The first thing that I noticed whilst reading The Meadowlands was the fact that such a “pristine” parcel of land could be located just a few miles from the largest financial center in the Global North. I was surprised that NYC hadn’t completely filled in the swamp years ago for a giant parking garage. Astonishingly, although this ecosystem had undergone some extreme renovations over the last century, there still remained tracts of land “relatively” untouched by humans. What I found most interesting about the book is while the ability to build infrastructure on a swampland is incredibly difficult, people still manage to fulfill their urge to commercialize. May have tried and failed and the author goes into great detail discussing the inevitable rise and fall of enterprise in the meadowlands.
some of the more interesting exploits associated with commercialization/industrialization in this region include:
- The pig farms in Secaucus that advocated recycled food waste
- The Kearney Library that housed the largest collection of translated works of “Gone With the Wind” long with the amusing tale of how the town came to be named
- The snake hill that was virtually removed over a mob boss’ rage and the state of the art private airport that was to be built abound it.
Although this ecosystem has seen its better days in the course of two centuries, the author still manages t0 relate its beauty to any pristine wilderness or national park in the same manner as Thoreau. In additon, he relates the contrasting cultural landscape of garbage dumps, suburbs and sports complexes as if were apart of the natural landscape. I think this points out the argument made by Cronon in the wilderness article in which he states that you cannot under appreciate ones surroundings in favor of the sublime wilderness of Yellowstone or Yosemite. Sullivan sees the swamplands for what they really are.
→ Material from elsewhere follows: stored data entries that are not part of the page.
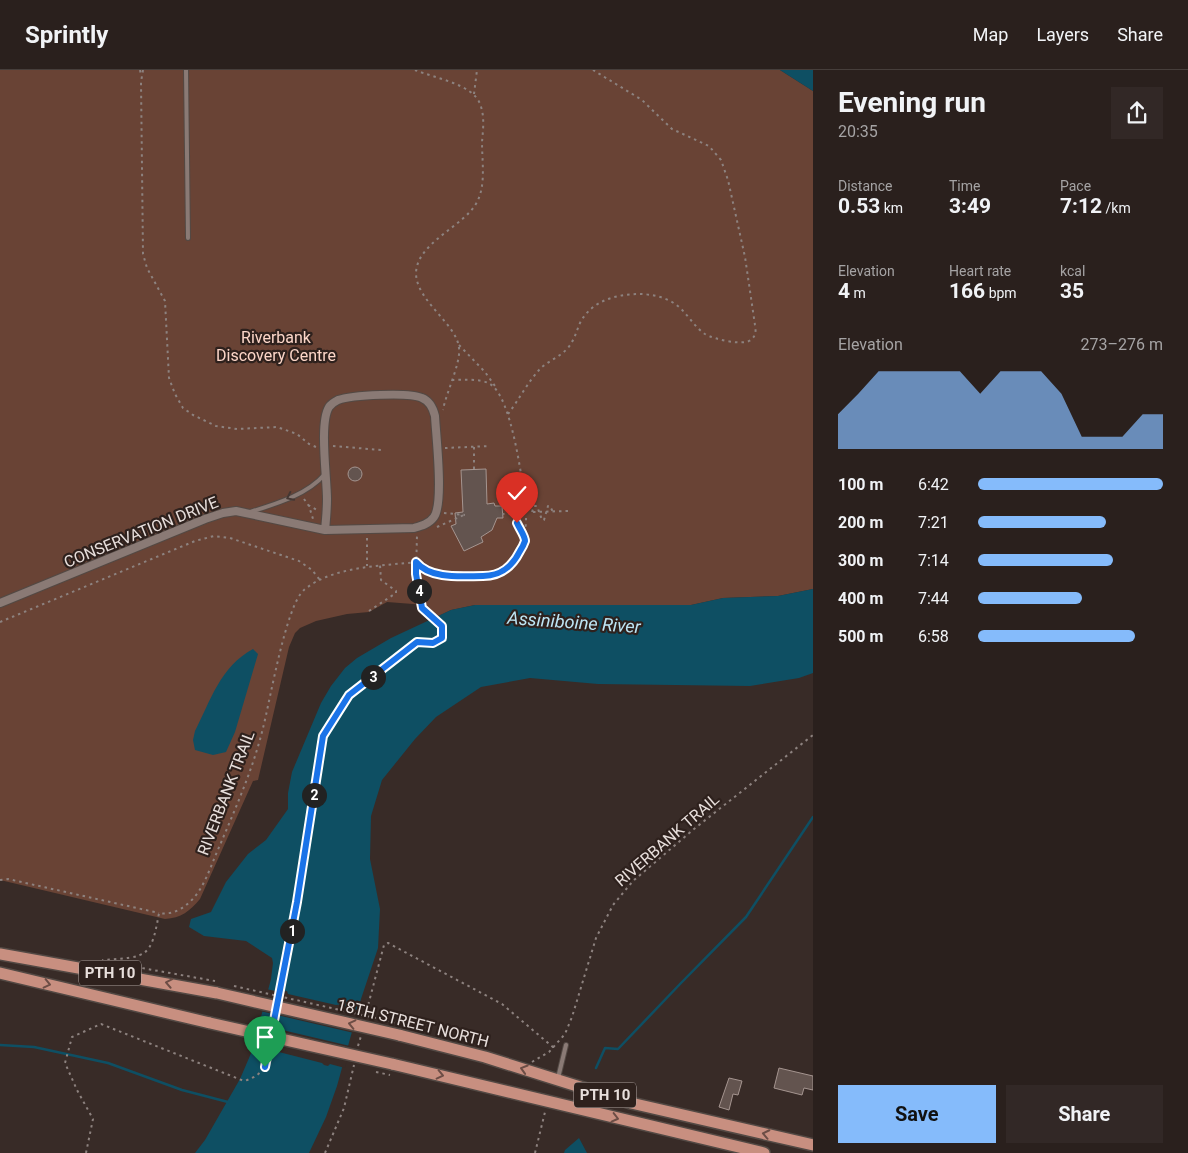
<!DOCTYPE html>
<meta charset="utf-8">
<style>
:root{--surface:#2a201d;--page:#322826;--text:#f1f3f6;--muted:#a5a3a4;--line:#463e3b;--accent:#85bbfb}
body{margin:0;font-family:Roboto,sans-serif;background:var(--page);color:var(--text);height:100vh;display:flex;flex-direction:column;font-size:19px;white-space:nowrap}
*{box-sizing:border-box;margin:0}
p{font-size:16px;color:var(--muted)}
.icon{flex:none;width:28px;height:28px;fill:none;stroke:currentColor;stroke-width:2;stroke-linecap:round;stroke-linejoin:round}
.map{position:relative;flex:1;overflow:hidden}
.details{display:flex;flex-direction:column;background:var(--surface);width:375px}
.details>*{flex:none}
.pin{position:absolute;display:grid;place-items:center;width:42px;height:42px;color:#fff;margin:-51px -21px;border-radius:50% 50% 50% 0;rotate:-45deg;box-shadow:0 0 5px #0007}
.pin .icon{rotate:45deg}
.km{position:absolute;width:25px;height:25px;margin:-12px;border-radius:50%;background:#222;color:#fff;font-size:14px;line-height:25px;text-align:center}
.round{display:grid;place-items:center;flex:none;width:52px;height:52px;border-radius:0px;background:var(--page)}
.summary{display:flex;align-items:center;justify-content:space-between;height:85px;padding:0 25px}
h1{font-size:28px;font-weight:700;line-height:38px}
.metrics{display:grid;grid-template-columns:repeat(3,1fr);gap:8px;height:85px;padding:5px 25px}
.metrics div{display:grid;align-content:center}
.metrics b{font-size:21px;font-weight:700}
.metrics small{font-size:14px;font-weight:400}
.metrics p{font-size:14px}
.chart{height:140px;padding:10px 25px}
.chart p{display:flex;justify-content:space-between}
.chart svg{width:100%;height:90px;margin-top:5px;fill:var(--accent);opacity:.7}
.action{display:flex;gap:10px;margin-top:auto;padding:10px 25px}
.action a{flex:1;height:58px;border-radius:0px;background:var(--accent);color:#111;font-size:20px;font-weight:700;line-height:58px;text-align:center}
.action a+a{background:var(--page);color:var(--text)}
ul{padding:0 25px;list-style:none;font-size:16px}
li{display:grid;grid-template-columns:80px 60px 1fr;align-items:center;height:38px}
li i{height:12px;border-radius:6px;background:var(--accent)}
header{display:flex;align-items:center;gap:30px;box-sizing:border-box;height:70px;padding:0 25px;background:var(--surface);border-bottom:1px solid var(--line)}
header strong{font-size:24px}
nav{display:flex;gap:28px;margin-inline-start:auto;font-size:18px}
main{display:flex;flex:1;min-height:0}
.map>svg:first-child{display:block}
.green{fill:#694335}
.water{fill:#0e4f63}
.pier{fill:#382b27}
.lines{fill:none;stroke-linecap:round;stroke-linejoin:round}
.stream{stroke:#0e4f63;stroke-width:2.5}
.building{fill:#63544f;stroke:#a59590}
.lane-casing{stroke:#534944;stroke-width:6}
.street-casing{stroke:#534944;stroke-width:10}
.primary-casing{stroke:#534944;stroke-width:14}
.path{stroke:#8d827f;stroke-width:2;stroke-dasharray:2.5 4;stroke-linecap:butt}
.lane{stroke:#8a7a75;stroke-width:4}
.street{stroke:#8a7a75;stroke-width:8}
.primary{stroke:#c88f80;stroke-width:11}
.primary-bridge-casing{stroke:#534944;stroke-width:14;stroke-linecap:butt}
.path-bridge{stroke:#8d827f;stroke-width:2;stroke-dasharray:2.5 4;stroke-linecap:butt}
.primary-bridge{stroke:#c88f80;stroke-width:11}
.oneway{stroke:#453733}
.oneway2{stroke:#6c4d45}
.route-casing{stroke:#fff;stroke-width:10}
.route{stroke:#1a73e8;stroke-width:6}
.labels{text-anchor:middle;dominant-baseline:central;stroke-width:4.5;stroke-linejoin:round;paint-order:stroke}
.shield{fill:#2e211d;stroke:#b0a6a3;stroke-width:1}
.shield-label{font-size:15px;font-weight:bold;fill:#e8dfdc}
.park-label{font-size:16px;fill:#fcd6c8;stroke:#2e211d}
.street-label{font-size:16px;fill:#e8dfdc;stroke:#2e211d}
.water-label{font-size:18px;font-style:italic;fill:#bee6f5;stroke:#2e211d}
</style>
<header>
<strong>Sprintly</strong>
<nav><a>Map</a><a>Layers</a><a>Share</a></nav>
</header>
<main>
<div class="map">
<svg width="813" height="1083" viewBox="0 0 813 1083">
<rect width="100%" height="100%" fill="#382b27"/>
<path class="green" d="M0,0H780L813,21V519L778,526L723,528L691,535H475L451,540L430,550L426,535L387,532L369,542L347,544L316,551L300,558L295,563L289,577L258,710L253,711L200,829C190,841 181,848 165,849L0,810Z"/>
<path class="water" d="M780,0H813V21Z
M813,519V603L799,608L750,616L598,614L530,608L481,617L436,647L415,669L382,710L371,746L370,789L380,839L378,878L361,929L337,1016L326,1047L309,1083H195L205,1070L240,1009L252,981L271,909L273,893L272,888L246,871L204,866L189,857L191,849L211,842L226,812L248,784L266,770L288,739V723L292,702L321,633L331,616L345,598L357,588L391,568L451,540L475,535H691L723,528L778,526Z
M253,579L258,584L235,662L226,682L213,685L195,680L193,670L195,661C211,630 220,597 253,579Z
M579,1068L587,1083H564L565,1080Z"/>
<path class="pier" d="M266,919L280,922L287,921L288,924L336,935L342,934L344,937L360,941L354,963L260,941Z
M257,954L350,976L345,998L330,994L328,996L324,995L322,993L275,981L273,983L268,982L267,980L251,976Z"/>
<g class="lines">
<path class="stream" d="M0,975L34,977L108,993L182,1020L228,1032
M596,998L605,978L618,979L681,913L746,847L813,747"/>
</g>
<path class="building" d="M348 404a7 7 0 1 1 14 0a7 7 0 1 1-14 0Z
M486,399L487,434L494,433L495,436H502L503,448H497L492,460L481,467L483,472L464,481L451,456L456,454L455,443L463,442L461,400Z
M779,998L813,1006V1020L804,1018L802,1025L774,1018Z
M729,1008L742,1011L738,1025L733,1024L729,1040L719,1037Z"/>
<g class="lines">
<defs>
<path id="lane" d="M186,0L188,168
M250,442C276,434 307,425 325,404
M558,1008L566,975"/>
<path id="street" d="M0,533L205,449L223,443L236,441L325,460L414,458C421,456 429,454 434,447C444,433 436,366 435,346C433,338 430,331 422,328C410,322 351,325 338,330C334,332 331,334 329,337C319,353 327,408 327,429C327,439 326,450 325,460"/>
<path id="primary" d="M0,884L217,923
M0,903L210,953
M399,965L485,987L631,1033L813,1075
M392,994L764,1083"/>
</defs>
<use href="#lane" class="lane-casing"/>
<use href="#street" class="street-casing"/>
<use href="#primary" class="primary-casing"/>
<path class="path" d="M140,0L141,5
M143,0L141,12L143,184L147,198L165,231L169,308L175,324L183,338L193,345L216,356L237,359L277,357L297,364L309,374L316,377
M415,0C434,8 473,14 480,34C485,46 483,60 482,72C482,92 486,115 477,132C465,156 417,172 416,203C416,231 457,254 459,278C461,293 446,323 443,340
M474,24L477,0
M459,275L485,302L495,316
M452,310C463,310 480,308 490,314C512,327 522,411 526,437
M508,344C518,331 528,312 539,300C546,292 558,288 566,280C574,272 576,262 580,253C591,231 616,224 639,224C651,224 665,227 675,234C687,242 693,256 705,264C713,269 745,277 752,269C756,265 756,260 755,255L745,187L728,110L721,90L709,76L672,59L642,30L593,0
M333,376L381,380
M474,377V400
M445,378L490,376
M304,429L309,436L313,449
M308,435L319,441
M532,442L534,436H537L542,450H544L548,436H550L553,442
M533,442L568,441
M444,443L465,445
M516,443L520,459L525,468
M502,444L522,443
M437,457L464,445
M367,468V496
M417,492C426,505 441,504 456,505C467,506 480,508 491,506C518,502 526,471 526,448
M369,541L396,523V521L381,510L380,495
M0,552L195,471L214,466L230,468L299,491L312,500L320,510
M0,810L8,809L159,843
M102,892L103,890C148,887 151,888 159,843C176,846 190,834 199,821C208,807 213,790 220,775C236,737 253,699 263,658C270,631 286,535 304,520C332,496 382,496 417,492
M136,897L215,911
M279,926L297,832L323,667L349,625L417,572L433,573L442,568V556L422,538L416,504L417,465
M365,947L384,875L388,873L502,934L554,978
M402,954L431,962
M273,958L275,946
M358,976L361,966
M532,992L549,982L565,964L572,947L596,868L613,835L633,811L694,759L813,665
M86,1083L93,1049L77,1020L65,993L72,967L101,954L244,1011C266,1004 265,996 269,975
M325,1083L344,1038L354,995
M535,1083L545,1042"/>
<use href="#lane" class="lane"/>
<use href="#street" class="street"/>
<use href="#primary" class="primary"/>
<defs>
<path id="primary-bridge" d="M217,923L399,965
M210,953L392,994"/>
</defs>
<use href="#primary-bridge" class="primary-bridge-casing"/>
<path class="path-bridge" d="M234,916L402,954
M376,1002L390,1005"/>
<use href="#primary-bridge" class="primary-bridge"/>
</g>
<defs><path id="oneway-chevron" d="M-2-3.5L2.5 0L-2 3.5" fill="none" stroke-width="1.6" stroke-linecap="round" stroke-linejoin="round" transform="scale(1.25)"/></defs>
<use class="oneway" href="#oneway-chevron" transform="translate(290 427) rotate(154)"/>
<g class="oneway2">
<use href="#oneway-chevron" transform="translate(169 913) rotate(-169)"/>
<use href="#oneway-chevron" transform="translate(47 914) rotate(13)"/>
<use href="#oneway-chevron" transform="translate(352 954) rotate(-167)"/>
<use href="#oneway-chevron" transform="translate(524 999) rotate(-163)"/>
<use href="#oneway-chevron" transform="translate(440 1005) rotate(13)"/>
<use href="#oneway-chevron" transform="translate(615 1048) rotate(14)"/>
<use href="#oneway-chevron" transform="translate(766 1064) rotate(-168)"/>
</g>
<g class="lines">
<defs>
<path id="route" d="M265,997L297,832L323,666L349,625L417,572L433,573L442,568V556L422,538L416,504V492C431,510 463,506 483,506C501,506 512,497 520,481C522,478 524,474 525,471C525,466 519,458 517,453"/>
</defs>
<use href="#route" class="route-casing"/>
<use href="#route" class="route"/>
</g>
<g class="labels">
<g class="shield">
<rect x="79" y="890.5" width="62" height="25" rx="4"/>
<rect x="574" y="1012.5" width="62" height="25" rx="4"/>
</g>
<g class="shield-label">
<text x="110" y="903">PTH 10</text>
<text x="605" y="1025">PTH 10</text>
</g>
<g class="park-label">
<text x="276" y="267">Riverbank<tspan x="276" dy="18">Discovery Centre</tspan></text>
</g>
<g class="street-label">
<text transform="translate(141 462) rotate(-22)">CONSERVATION DRIVE</text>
<text transform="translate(226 723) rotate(-69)">RIVERBANK TRAIL</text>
<text transform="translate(667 770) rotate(-41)">RIVERBANK TRAIL</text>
<text transform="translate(413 953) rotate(14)">18TH STREET NORTH</text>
</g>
<g class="water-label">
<text transform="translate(574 552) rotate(4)">Assiniboine River</text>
</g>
</g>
</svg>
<div class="pin" style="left:265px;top:997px;background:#1e9e55"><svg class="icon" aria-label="arrive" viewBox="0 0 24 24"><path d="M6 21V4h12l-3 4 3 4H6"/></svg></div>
<div class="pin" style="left:517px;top:453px;background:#d93025"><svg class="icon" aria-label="check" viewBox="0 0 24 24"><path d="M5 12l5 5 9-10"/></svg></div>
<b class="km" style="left:292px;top:861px">1</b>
<b class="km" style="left:314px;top:725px">2</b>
<b class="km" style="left:373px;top:607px">3</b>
<b class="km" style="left:419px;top:521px">4</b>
</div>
<section class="details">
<div class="summary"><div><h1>Evening run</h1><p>20:35</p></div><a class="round"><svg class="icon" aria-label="share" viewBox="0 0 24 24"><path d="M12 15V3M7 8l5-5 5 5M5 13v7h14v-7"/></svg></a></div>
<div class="metrics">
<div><p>Distance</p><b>0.53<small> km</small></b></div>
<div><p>Time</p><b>3:49</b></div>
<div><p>Pace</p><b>7:12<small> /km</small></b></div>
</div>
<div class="metrics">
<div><p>Elevation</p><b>4<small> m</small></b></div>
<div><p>Heart rate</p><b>166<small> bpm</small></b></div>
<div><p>kcal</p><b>35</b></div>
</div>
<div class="chart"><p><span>Elevation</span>273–276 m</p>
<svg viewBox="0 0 160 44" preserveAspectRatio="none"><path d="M0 44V27L10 17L20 6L30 6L40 6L50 6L60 6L70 17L80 6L90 6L100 6L110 17L120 38L130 38L140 38L150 27L160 27V44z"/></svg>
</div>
<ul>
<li><b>100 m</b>6:42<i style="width:100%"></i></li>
<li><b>200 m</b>7:21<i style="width:69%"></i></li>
<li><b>300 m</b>7:14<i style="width:73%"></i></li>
<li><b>400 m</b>7:44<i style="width:56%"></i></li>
<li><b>500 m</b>6:58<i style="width:85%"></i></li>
</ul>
<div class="action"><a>Save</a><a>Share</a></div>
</section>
</main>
An amazing parcel of land that has managed to resist the tight grip of NYC and remained to this day.
One of the more important ideas brought up in the book that is incredibly pertinent in today’s environmental movement is the conflict of interests concerning the different factions of environmentalism. He bring up that there are two types of conservationists in the world today. On the liberal side if the tracks you have the die-hard conservationist who believes that man must remain apart from nature to ensure its livelihood. Only by completely dissociating yourself from the wilderness around you can its beauty remain intact. On the other side of the tracks you have the conservative conservationist who believes that humans cannot sever themselves from nature. That we must learn to live sustainably with the environment by instituting rules and regulations to ensure that our carbon footprint remains small.
- With such an important ecosystem located just several miles form NYC and living in a constantly growing society where the majority of the population is becoming urbanized, is it reasonable to think that there is still enough of the meadowlands left worth preserving?……Or will this ecosystem fall at the expense of capitalism and a rapidly growing population?
- Do you think if people were more in touch with their surrounding ecosystem (culture, history, etc..) they would better appreciate it and be more inclined to preserve it?
- Are there other examples in the U.S. or across the globe that face the same problem as the meadowlands? What if any measures are these other communities doing to ensure that these environments remain intact?